About this task: Repeat exactly the lines below that lie between the line with "ctx.lineCap = dash ? 'butt' : 'round';" and the line with "ctx.stroke(path);", counting both of those lines as part of the answer.

Records to process:
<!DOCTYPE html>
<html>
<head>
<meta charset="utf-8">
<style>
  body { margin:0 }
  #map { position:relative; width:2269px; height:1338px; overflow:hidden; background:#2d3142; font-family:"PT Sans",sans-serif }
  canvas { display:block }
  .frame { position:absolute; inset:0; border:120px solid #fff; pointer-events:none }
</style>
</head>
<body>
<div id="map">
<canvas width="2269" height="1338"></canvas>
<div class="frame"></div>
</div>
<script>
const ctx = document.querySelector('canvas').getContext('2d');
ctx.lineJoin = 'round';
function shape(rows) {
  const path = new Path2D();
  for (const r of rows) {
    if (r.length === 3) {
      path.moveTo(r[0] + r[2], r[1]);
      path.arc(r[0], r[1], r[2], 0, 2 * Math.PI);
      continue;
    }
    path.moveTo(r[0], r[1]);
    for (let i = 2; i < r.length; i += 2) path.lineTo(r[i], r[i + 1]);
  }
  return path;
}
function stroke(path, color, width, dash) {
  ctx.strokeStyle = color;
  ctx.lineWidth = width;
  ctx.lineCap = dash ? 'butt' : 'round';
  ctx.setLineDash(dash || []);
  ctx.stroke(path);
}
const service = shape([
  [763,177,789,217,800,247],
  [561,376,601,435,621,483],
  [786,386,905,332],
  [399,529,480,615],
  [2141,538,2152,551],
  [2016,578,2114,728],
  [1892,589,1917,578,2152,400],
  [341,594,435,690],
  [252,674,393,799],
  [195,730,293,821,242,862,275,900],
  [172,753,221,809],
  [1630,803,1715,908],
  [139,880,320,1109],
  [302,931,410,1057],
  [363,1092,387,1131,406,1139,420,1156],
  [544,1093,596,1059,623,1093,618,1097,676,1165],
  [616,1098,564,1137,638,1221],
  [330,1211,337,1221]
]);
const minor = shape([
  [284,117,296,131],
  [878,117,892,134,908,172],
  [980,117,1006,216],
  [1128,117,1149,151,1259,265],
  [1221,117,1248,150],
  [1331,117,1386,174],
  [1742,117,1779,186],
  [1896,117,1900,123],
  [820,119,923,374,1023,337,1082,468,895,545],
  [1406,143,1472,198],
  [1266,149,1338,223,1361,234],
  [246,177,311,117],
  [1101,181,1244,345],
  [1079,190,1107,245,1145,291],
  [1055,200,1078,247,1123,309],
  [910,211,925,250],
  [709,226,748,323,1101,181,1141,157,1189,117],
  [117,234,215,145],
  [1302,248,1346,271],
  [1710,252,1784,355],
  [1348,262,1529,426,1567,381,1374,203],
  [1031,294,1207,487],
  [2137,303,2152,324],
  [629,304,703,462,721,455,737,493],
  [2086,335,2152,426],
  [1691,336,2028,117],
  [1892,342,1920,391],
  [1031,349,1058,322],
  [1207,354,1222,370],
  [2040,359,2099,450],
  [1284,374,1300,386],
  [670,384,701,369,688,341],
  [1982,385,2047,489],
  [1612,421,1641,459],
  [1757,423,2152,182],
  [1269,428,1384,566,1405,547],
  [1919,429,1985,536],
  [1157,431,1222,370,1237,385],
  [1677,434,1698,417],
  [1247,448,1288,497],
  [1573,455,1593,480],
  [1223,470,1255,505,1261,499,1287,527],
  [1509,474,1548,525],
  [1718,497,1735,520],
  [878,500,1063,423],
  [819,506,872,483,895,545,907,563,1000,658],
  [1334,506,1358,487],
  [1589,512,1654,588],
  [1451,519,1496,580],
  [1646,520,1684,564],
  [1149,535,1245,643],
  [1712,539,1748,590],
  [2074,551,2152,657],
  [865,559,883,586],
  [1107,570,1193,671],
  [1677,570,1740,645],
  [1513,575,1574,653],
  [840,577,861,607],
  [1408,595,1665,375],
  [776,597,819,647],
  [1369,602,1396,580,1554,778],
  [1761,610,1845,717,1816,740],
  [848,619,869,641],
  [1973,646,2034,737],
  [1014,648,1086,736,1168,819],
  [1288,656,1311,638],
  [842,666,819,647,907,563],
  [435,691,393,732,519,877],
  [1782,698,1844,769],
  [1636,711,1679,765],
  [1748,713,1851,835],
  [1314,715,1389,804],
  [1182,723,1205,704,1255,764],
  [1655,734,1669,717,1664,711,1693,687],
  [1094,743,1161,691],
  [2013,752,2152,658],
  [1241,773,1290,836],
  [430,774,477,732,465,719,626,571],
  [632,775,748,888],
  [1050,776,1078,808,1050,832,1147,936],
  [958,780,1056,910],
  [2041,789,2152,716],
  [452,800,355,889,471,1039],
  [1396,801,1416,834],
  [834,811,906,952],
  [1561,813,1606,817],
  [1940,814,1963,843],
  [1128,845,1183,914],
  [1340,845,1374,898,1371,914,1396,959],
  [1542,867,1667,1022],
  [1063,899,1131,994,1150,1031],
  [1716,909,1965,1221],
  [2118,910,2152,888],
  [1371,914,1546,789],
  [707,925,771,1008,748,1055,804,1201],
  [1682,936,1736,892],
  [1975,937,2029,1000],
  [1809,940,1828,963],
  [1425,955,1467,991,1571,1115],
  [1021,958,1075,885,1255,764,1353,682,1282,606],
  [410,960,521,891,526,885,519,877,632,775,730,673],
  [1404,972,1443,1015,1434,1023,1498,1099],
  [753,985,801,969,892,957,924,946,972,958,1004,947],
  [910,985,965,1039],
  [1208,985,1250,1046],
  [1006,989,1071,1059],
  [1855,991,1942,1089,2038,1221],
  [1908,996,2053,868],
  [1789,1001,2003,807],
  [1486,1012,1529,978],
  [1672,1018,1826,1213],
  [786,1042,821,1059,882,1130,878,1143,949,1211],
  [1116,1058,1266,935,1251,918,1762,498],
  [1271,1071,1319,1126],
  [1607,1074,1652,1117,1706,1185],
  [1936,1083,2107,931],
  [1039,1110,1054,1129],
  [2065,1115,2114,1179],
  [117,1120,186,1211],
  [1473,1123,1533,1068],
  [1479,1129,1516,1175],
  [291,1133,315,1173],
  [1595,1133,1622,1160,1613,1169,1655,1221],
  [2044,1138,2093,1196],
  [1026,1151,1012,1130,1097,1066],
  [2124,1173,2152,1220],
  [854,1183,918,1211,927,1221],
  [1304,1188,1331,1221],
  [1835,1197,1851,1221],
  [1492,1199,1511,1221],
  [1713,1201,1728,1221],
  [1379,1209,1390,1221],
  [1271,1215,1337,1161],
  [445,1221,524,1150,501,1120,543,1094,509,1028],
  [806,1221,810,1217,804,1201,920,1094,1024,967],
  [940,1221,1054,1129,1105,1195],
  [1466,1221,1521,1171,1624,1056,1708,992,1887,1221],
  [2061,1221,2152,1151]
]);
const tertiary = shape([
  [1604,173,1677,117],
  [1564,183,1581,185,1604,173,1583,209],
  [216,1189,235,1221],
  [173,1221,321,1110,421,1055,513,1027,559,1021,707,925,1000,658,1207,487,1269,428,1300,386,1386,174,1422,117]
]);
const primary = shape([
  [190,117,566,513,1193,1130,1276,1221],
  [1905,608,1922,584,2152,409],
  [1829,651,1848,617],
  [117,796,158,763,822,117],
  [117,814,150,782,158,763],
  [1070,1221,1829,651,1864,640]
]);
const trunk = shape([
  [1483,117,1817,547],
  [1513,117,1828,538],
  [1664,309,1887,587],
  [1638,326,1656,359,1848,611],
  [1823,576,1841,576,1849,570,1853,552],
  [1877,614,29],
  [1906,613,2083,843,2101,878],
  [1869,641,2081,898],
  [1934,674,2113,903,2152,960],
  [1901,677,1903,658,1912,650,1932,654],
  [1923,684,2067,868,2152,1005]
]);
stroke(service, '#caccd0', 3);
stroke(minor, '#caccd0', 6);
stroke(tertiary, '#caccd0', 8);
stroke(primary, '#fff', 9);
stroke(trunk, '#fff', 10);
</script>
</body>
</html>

Answer to this exercise:
  ctx.lineCap = dash ? 'butt' : 'round';
  ctx.setLineDash(dash || []);
  ctx.stroke(path);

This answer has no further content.